Well, I'm not sure it is worth the hassle. Does an anonymous user really need to do the math with agile points?

Security bugs are invisible to most non-anonymous users as well; often only the developer who will work on it is given access and the rest of the team is not.

Robla just helped to verify this with a logged-in account and the security bug is indeed invisible and not counted towards the story point totals. I assume same goes for burndown charts etc. Given that PMs rarely get invited to security bugs, I think this can become quite confusing.

This should be brought to upstream and discussed there. We won't introduce a custom patch for this, and there likely are valid reasons and concerns when it comes to leaking information why to not display such placeholders, and to give more access rights to such "private"/restricted tasks instead to those people doing the Scrum/Points planning to allow them getting the full picture.

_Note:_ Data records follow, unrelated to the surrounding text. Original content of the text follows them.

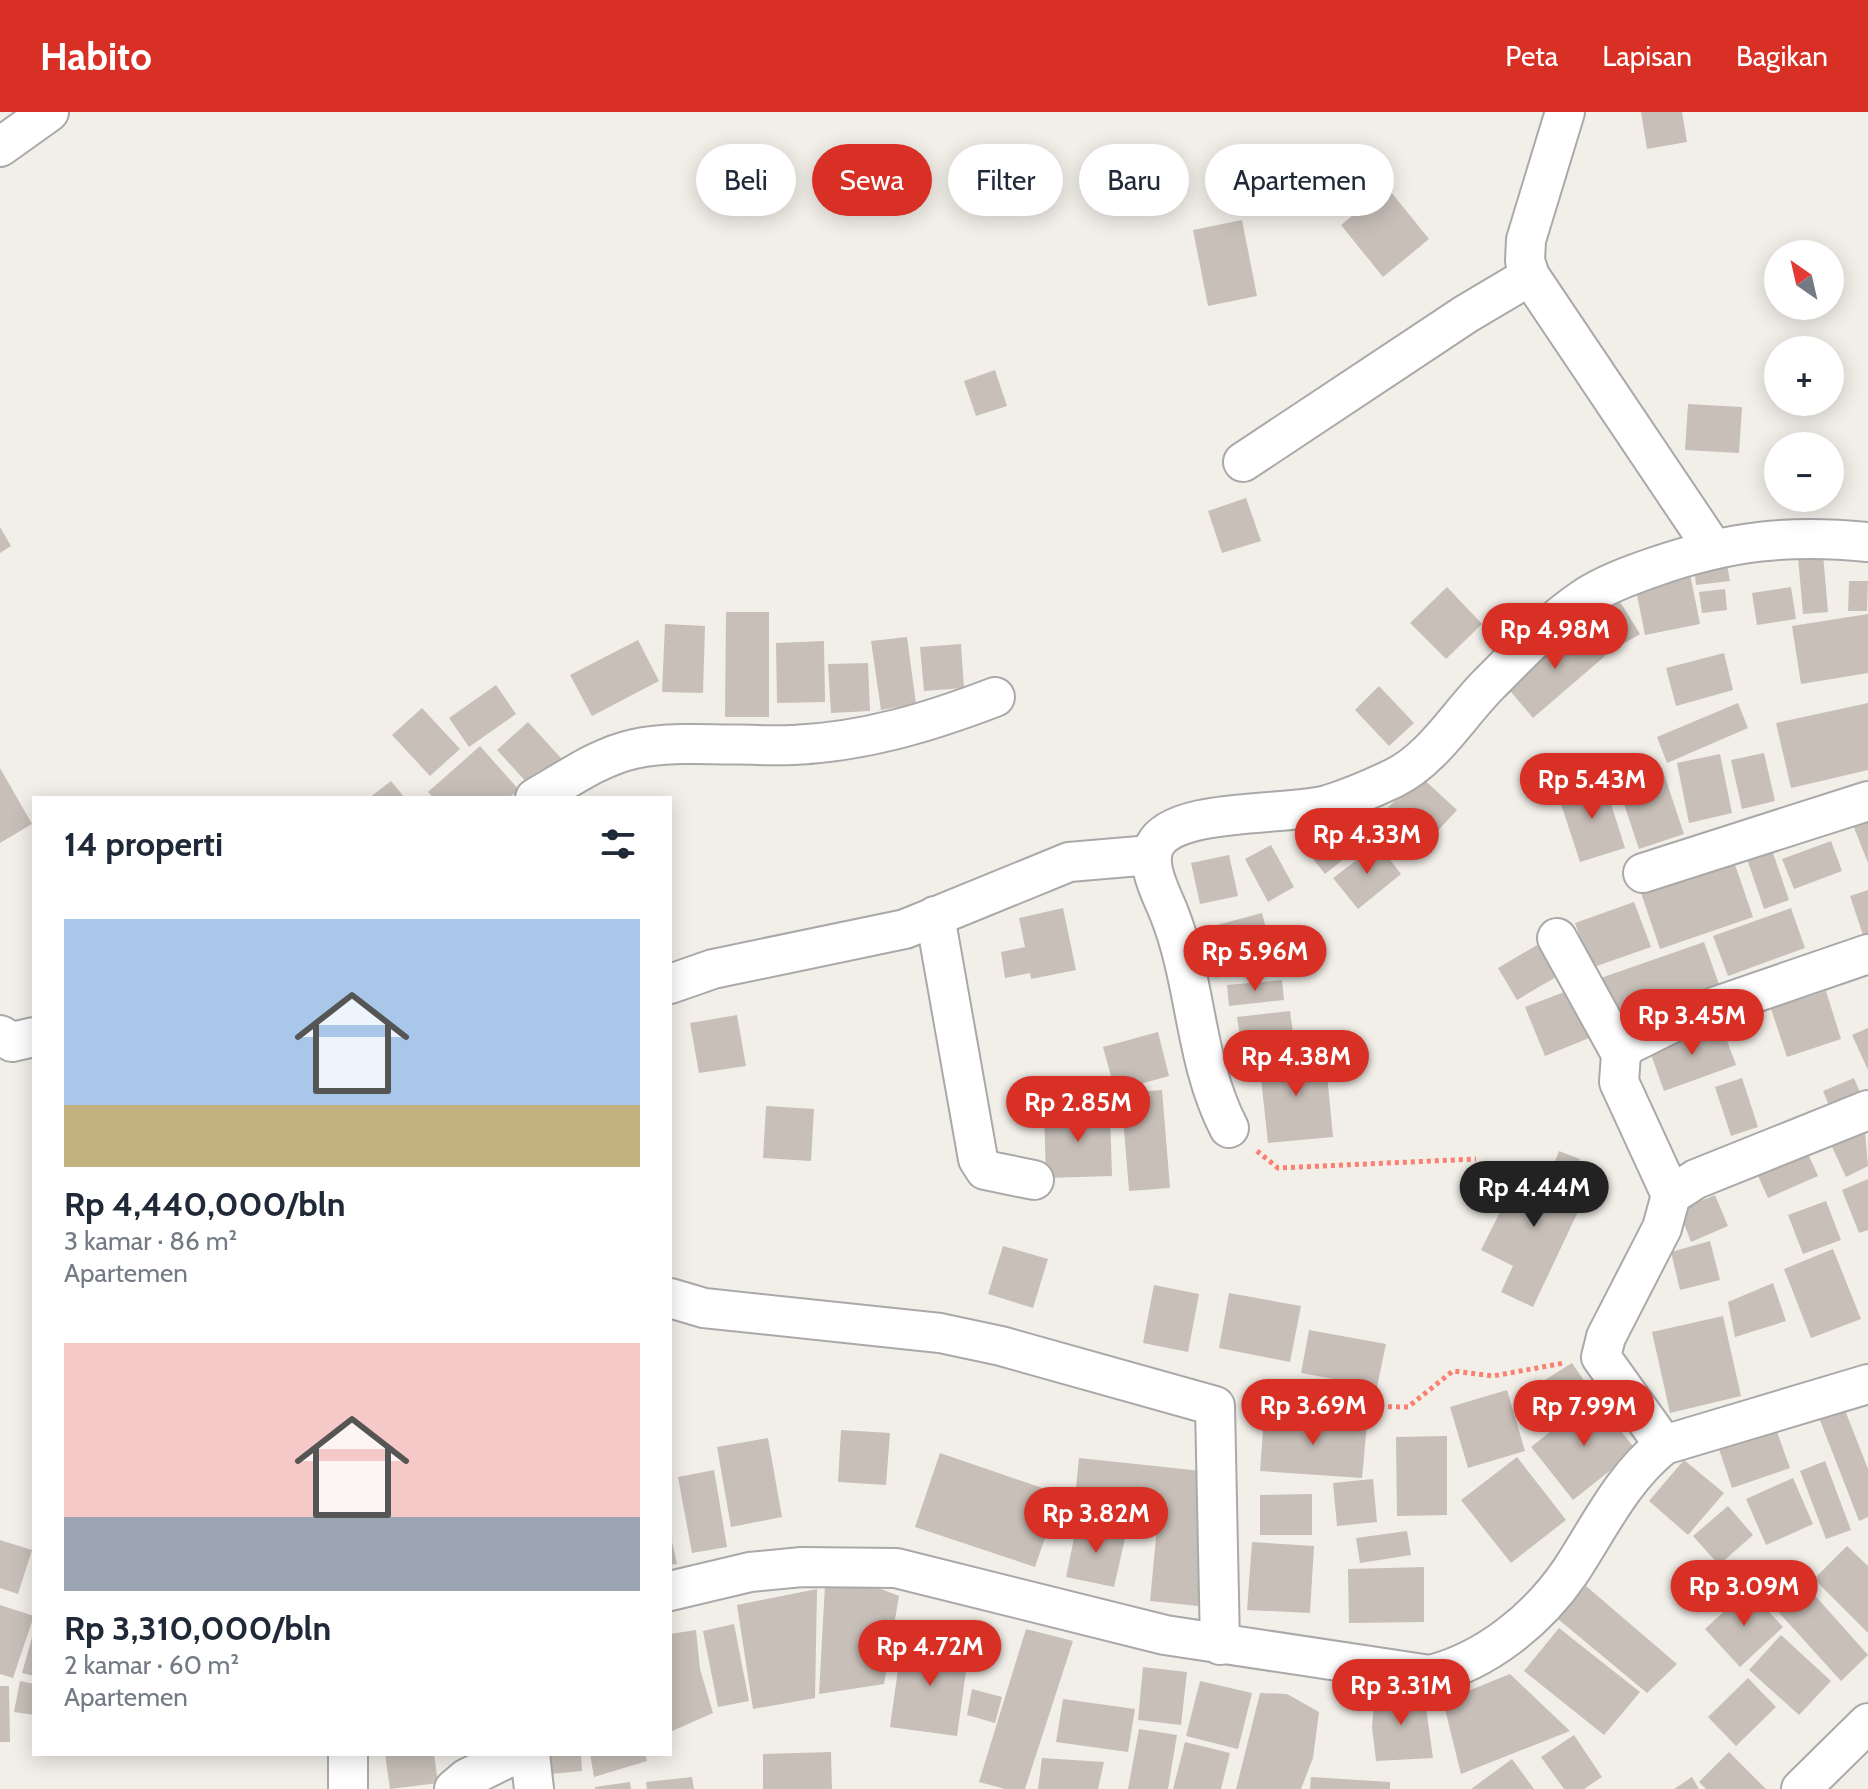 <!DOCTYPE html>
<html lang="id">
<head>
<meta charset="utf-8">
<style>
  body { margin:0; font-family:Cabin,sans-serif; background:#f2f2f3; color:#1f2937; height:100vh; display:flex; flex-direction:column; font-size:30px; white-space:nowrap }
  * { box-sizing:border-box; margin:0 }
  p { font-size:26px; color:#747a83 }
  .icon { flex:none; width:44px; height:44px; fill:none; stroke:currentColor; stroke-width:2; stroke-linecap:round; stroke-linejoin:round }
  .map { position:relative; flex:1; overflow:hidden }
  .details { position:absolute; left:32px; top:684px; width:640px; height:960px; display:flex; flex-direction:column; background:#fff; border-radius:0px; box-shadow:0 4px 20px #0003 }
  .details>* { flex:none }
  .guide { position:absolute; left:696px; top:32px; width:760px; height:72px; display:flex; gap:16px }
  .needle { width:52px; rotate:326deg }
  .fabs { position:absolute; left:1764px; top:128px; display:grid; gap:16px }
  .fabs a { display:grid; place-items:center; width:80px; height:80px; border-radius:50%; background:#fff; box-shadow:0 4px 20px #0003; font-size:40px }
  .price { position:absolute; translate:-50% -68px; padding:0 18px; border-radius:28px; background:#d93025; color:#fff; font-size:26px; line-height:52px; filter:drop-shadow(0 2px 4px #0008) }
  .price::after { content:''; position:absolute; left:50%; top:48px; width:24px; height:18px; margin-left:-12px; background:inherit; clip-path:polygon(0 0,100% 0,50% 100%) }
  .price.active { background:#222; color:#fff }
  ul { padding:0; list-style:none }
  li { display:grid; align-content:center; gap:16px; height:424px; padding:0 32px }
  li span { display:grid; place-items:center; height:248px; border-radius:0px; color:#555 }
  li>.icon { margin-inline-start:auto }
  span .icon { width:144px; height:144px; fill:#fffc; stroke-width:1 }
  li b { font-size:34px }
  h2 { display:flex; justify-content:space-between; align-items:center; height:96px; padding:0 32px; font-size:34px }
  .chip { padding:0 28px; border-radius:36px; background:#fff; box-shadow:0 4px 20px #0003; font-size:28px; line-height:72px }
  .chip.active { background:#d93025; color:#fff }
  header { display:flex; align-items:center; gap:48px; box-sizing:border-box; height:112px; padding:0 40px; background:#d93025; color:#fff }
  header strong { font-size:38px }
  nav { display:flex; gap:44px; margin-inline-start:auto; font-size:28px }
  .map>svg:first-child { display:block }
</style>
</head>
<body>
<header>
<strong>Habito</strong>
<nav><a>Peta</a><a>Lapisan</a><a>Bagikan</a></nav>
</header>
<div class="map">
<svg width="1868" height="1677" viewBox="0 0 1868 1677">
  <rect width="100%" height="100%" fill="#f2efe9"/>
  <path fill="#c7bfb8" d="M1641,0H1682L1687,30L1647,37Z
    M1387,75L1429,127L1383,165L1341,113Z
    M1242,108L1257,184L1208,194L1193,118Z
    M995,258L1007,294L976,304L964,269Z
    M1688,292L1742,295L1739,341L1685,338Z
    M1246,386L1261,429L1222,441L1208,399Z
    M0,415L11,434L0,441Z
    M1823,442L1828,500L1803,502L1798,445Z
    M1727,452L1730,469L1696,473L1694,455Z
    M1689,457L1700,512L1645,523L1634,468Z
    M1849,469H1868L1867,499H1848Z
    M1447,475L1482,512L1446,547L1410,511Z
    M1791,475L1796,507L1757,513L1752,481Z
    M1725,477L1727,498L1702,501L1699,480Z
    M1614,480L1640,522L1611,539L1585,497Z
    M726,500H769V605H725Z
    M1868,502V561L1801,572L1792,514Z
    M665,512L705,514L703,581L662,580Z
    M1577,512L1605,544L1533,606L1506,574Z
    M907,525L916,592L881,598L871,529Z
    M638,528L659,569L592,604L570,563Z
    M824,529L825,590L777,591L776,531Z
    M961,532L964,576L924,579L920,535Z
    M1724,541L1733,578L1676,594L1666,556Z
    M868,551L870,599L831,601L828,552Z
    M496,573L516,602L469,635L449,606Z
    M1379,574L1414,611L1389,634L1355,598Z
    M1738,591L1748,616L1667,651L1657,625Z
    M1868,591V658L1791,676L1776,611Z
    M422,596L460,637L430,664L392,623Z
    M528,610L561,646L530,674L497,638Z
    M480,634L519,678L509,686H433L428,680Z
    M1764,641L1775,689L1742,697L1731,648Z
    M1720,642L1732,701L1689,711L1677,651Z
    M0,656L32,712L0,731Z
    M1662,656L1684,722L1639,737L1617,671Z
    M1419,663L1457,698L1422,736L1384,700Z
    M1603,667L1625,736L1580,750L1558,683Z
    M391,669L405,686H369Z
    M1358,706L1373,724L1325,762L1310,743Z
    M1868,707V751L1853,713Z
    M1831,729L1842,759L1794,777L1782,747Z
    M1378,732L1401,762L1358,797L1333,766Z
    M1271,733L1294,775L1268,790L1245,747Z
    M1771,735L1789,788L1764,797L1746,744Z
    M1229,743L1238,784L1200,792L1191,751Z
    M1733,747L1753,805L1660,837L1640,778Z
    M1868,778V824L1864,826L1850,784Z
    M1634,790L1651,835L1591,856L1575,811Z
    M1063,796L1076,858L1031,867L1030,861L1005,866L1001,840L1025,835L1019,806Z
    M1791,796L1805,836L1728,864L1713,824Z
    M1262,801L1275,850L1215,866L1202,817Z
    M1542,830L1561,862L1517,888L1498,856Z
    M1704,830L1721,878L1611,915L1595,868Z
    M1282,868L1284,888L1229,894L1227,873Z
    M1580,874L1599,922L1545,944L1525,895Z
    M1826,879L1841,927L1787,945L1771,897Z
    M1290,899L1295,936L1243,943L1237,905Z
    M737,903L746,954L699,961L690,911Z
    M1721,912L1736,953L1664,979L1649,937Z
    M1868,916V958L1852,923Z
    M1158,920L1169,964L1115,979L1103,935Z
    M1325,941L1333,1025L1268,1031L1259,948Z
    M1742,966L1758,1015L1731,1024L1715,975Z
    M1854,966L1861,983L1830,996L1823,979Z
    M1162,978L1170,1076L1129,1079L1121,981Z
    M766,994L814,997L811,1049L763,1046Z
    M1110,998L1112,1064L1046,1066L1044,999Z
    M1865,1019L1868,1054L1846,1065L1832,1035Z
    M1805,1035L1818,1064L1768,1086L1755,1057Z
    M1559,1039L1580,1047L1566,1081L1583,1089L1533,1195L1501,1180L1513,1154L1481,1138L1518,1064L1544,1077Z
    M1868,1067V1118L1859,1121L1842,1078Z
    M1715,1083L1728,1114L1691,1130L1679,1098Z
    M1826,1089L1841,1128L1803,1142L1788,1103Z
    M1710,1129L1720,1168L1680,1178L1671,1140Z
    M1003,1134L1048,1147L1033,1196L988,1182Z
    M1833,1137L1861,1207L1811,1226L1784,1157Z
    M1773,1171L1786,1209L1735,1225L1728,1190Z
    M1154,1173L1199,1182L1188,1240L1143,1231Z
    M1229,1181L1301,1194L1290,1250L1219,1236Z
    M1723,1204L1741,1284L1670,1301L1652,1220Z
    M1309,1218L1386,1232L1377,1275L1301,1261Z
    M1572,1251L1585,1270L1542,1298L1529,1278Z
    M1507,1278L1525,1339L1468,1356L1450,1295Z
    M1594,1285L1636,1338L1573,1388L1531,1335Z
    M1843,1293L1868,1357V1405L1859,1409L1818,1303Z
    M1264,1305L1367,1312L1362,1366L1260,1359Z
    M1776,1317L1790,1356L1732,1376L1719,1337Z
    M841,1318L890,1321L886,1373L838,1370Z
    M1447,1324V1403L1397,1404L1396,1325Z
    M768,1326L782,1405L731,1415L717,1335Z
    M940,1341L1060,1382L1035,1455L915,1415Z
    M1517,1345L1566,1408L1511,1451L1461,1388Z
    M1079,1346L1202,1359L1198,1393L1208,1395L1198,1494L1150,1489L1158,1405L1074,1396Z
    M1684,1348L1724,1381L1688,1423L1649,1389Z
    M1825,1349L1851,1418L1826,1427L1800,1359Z
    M714,1358L727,1435L692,1441L678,1365Z
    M1793,1366L1813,1412L1766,1433L1746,1387Z
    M1373,1367L1377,1410L1337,1414L1333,1371Z
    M1312,1382V1423H1260V1383Z
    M1728,1394L1753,1423L1719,1453L1693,1424Z
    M1077,1412L1126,1422L1114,1475L1066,1465Z
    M1407,1419L1411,1443L1360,1451L1356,1426Z
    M670,1421L677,1452L670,1453Z
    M0,1428L32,1438L18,1482L0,1476Z
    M1252,1430L1314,1434L1310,1501L1247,1498Z
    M1847,1434L1868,1454V1521L1814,1467Z
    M1424,1455V1510L1349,1511L1348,1457Z
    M1802,1469L1868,1543L1841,1569L1774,1495Z
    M863,1470L899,1484L884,1572L819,1582L825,1473Z
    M1586,1474L1677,1552L1647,1581L1558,1507Z
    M817,1477L815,1586L753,1597L737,1493Z
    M1748,1477L1783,1515L1740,1555L1705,1517Z
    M0,1493L34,1504L13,1566L0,1562Z
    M734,1512L749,1589L718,1595L703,1519Z
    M1559,1516L1640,1580L1604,1623L1524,1559Z
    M1026,1517L1073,1529L1025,1677H1005L979,1670Z
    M696,1518L700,1557L713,1601L670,1620V1522Z
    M33,1522H34V1564L22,1561Z
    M1781,1523L1831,1569L1799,1603L1749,1558Z
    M902,1529L969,1537L957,1624L890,1615Z
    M1143,1555L1187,1560L1181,1613L1138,1608Z
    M1510,1562L1570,1619L1461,1662L1443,1589Z
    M1748,1566L1776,1595L1736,1634L1708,1605Z
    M20,1569L34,1572V1603L14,1600Z
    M1200,1569L1252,1581L1238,1637L1186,1624Z
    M0,1574H9L10,1630H0Z
    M972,1577L1002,1585L995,1611L967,1603Z
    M1394,1579L1424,1582L1433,1646L1376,1649L1372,1615L1375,1580Z
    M1260,1581L1287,1582L1319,1600L1313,1646L1301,1677H1236Z
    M1063,1587L1135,1597L1128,1640L1056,1630Z
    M1139,1617L1177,1623L1168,1677H1128Z
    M1574,1623L1602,1665L1584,1677H1564L1541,1645Z
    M1185,1630L1230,1641L1221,1677H1173Z
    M831,1640L832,1677H763V1642Z
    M1729,1640L1766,1677H1706L1699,1670Z
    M385,1642H434L438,1671L390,1677Z
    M549,1642H581L582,1659L551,1662Z
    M590,1642H645L647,1649L594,1665Z
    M1042,1646L1104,1650L1098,1677H1038Z
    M1512,1647L1534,1677H1471Z
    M692,1665L694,1677H647L646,1670Z
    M1311,1665L1390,1670V1677H1310Z
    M1692,1665L1699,1677H1674Z
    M630,1670L631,1677H595V1675Z"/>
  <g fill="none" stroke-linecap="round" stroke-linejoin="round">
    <g stroke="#a9a9a9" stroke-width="42">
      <path id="minor" d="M1565,0L1526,128L1525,149L1530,164L1712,435
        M0,35L49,0
        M1243,350L1466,202L1530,164
        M535,686C567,668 598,645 634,637C677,627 746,635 793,633C864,630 930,610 995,585
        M1643,761L1868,689
        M935,804L978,1047L985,1058L1034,1068
        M1557,826L1621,942
        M670,872L713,857L905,817L1069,750L1151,743
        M0,923L12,930L34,925
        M1229,1016C1194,949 1197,871 1169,801C1161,781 1145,753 1155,733C1174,695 1287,704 1327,693C1350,686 1373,676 1394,666C1433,647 1459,602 1489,572C1518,543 1548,511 1583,487C1603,473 1631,463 1654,455C1729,429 1790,422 1868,430
        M1671,1083L1619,970L1621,942L1628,933L1682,906L1868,842
        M670,1186L704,1196L940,1221L1001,1234L1215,1294L1220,1533
        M1664,1333L1601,1245L1606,1225L1662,1116L1671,1083L1696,1067L1868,998
        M670,1479L750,1460L802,1455L896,1456L1165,1523L1430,1563C1486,1549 1537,1508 1570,1460C1599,1416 1622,1366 1664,1333L1868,1272
        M348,1642V1677
        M530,1642L534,1677
        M454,1677L467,1666L516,1642
        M1801,1677L1868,1611"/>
    </g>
    <path stroke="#fa8072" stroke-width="5" stroke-dasharray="4 4" stroke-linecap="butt" d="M1257,1039L1278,1056L1476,1047
      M1252,1293L1408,1295L1453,1259L1493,1264L1564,1251"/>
    <use href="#minor" stroke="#fff" stroke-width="38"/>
  </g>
</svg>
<div class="fabs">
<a><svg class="needle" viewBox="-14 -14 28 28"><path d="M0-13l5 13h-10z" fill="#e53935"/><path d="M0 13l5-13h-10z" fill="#747a83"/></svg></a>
<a>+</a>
<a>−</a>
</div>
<b class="price" style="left:1555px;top:559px">Rp 4.98M</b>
<b class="price" style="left:1592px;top:709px">Rp 5.43M</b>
<b class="price" style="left:1367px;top:764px">Rp 4.33M</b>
<b class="price" style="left:1255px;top:881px">Rp 5.96M</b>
<b class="price" style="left:1692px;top:945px">Rp 3.45M</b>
<b class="price" style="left:1296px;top:986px">Rp 4.38M</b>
<b class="price" style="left:1078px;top:1032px">Rp 2.85M</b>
<b class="price active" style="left:1534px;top:1117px">Rp 4.44M</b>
<b class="price" style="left:1313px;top:1335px">Rp 3.69M</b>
<b class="price" style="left:1584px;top:1336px">Rp 7.99M</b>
<b class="price" style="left:1096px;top:1443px">Rp 3.82M</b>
<b class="price" style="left:1744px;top:1516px">Rp 3.09M</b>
<b class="price" style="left:930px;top:1576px">Rp 4.72M</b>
<b class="price" style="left:1401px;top:1615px">Rp 3.31M</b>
<div class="guide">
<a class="chip">Beli</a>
<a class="chip active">Sewa</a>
<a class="chip">Filter</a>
<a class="chip">Baru</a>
<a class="chip">Apartemen</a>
</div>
<section class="details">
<h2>14 properti<svg class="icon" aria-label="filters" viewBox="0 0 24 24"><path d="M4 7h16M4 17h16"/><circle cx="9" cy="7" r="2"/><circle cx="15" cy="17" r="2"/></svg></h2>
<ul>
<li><span style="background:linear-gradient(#a9c7e8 75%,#c2b280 0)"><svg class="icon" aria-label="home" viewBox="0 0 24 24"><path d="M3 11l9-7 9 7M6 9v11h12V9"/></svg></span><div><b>Rp 4,440,000/bln</b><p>3 kamar · 86 m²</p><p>Apartemen</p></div></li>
<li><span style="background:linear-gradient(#f6c9c9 70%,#9aa5b1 0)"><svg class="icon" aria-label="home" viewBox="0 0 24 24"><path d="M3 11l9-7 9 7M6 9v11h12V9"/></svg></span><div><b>Rp 3,310,000/bln</b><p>2 kamar · 60 m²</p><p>Apartemen</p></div></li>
</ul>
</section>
</div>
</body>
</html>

The main concern with security bugs is that they are only available to people under NDA to prevent leaking sensitive details to the public. With a WMF team PM, I can't imagine that they should be kept in the dark.

The solution there would be simply to CC the PM on security tasks.

I think we're very unlikely to implement this specific change (placeholder cards) in the upstream. See also T187051#5191464 for a similar issue.

If we show a placeholder task and that placeholder task respects the filters on the workboard, an attacker or unprivileged user can discover most of the details about the task by executing different searches. For example, they can discover who the task is assigned to by searching for different assignees and seeing if the placeholder appears. They can discover other projects the task is in with a similar strategy, and can then use fulltext search to figure out a lot of details about the task.

If the placeholder doesn't respect filters, I suspect the behavior would be quite confusing/unintuitive.

Disclosing just the open/closed status of the task and nothing else can be dangerous on its own (see linked comment above for an example).

If this is really a problem ("PMs routinely have major difficulty estimating project timelines accurately because of the development cost of secret issues") I think we're more likely to find solutions by looking at approaches other than placeholder cards. For example, perhaps we could have a rule like "alice is the PM for project Q, so to add a task to project Q it must be visible to alice". But I suspect this is somewhere fairly far down the list of sources of timeline/forecasting uncertainty?

A possible caveat here is that some fact/charting stuff is likely to encounter difficulty fully respecting policy controls: we may not be able to render a custom burndown chart for each user with exactly their permissions in large projects. So it's possible that charts may show numbers which bypass policies, somewhat mooting this. This is undesirable and means we're leaking some amount of information so I'm going to try to implement charts which fully respect policies, but it may not really be practical without making an unacceptable performance tradeoff.